For the entries below, work out how many lines include the string "Iwata", then write only that number.

-.-.-

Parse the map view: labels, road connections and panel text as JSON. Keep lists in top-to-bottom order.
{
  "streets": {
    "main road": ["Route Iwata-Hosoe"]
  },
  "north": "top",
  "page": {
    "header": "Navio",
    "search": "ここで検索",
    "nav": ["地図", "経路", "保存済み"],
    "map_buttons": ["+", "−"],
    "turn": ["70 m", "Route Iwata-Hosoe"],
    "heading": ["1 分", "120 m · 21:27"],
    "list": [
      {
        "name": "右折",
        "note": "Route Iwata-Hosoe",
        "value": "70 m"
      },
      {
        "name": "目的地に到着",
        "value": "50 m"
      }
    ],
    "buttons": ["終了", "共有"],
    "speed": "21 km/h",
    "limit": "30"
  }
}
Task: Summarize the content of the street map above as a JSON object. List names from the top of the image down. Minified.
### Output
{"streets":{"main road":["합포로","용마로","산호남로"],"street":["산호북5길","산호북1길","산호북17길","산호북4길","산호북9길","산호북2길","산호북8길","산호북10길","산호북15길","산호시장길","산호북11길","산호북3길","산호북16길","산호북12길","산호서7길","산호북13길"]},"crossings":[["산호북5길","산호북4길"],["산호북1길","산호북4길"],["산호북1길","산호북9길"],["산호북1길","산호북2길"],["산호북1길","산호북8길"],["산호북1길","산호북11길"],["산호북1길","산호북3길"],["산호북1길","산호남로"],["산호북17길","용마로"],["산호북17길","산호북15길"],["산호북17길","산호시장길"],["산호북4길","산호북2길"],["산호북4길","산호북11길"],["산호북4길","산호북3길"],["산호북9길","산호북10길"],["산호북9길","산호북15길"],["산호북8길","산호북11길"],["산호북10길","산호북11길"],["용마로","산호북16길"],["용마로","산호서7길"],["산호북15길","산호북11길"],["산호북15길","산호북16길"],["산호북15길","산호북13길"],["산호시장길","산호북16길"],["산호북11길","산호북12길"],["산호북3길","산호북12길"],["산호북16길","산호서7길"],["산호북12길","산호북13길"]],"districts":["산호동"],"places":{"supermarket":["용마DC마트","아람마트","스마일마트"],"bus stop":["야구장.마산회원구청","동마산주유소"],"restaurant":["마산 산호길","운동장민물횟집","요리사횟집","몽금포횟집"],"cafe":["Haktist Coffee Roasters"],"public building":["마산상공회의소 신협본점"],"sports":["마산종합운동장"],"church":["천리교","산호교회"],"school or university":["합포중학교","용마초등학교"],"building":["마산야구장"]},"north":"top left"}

-.-.-

— Exercise output —
3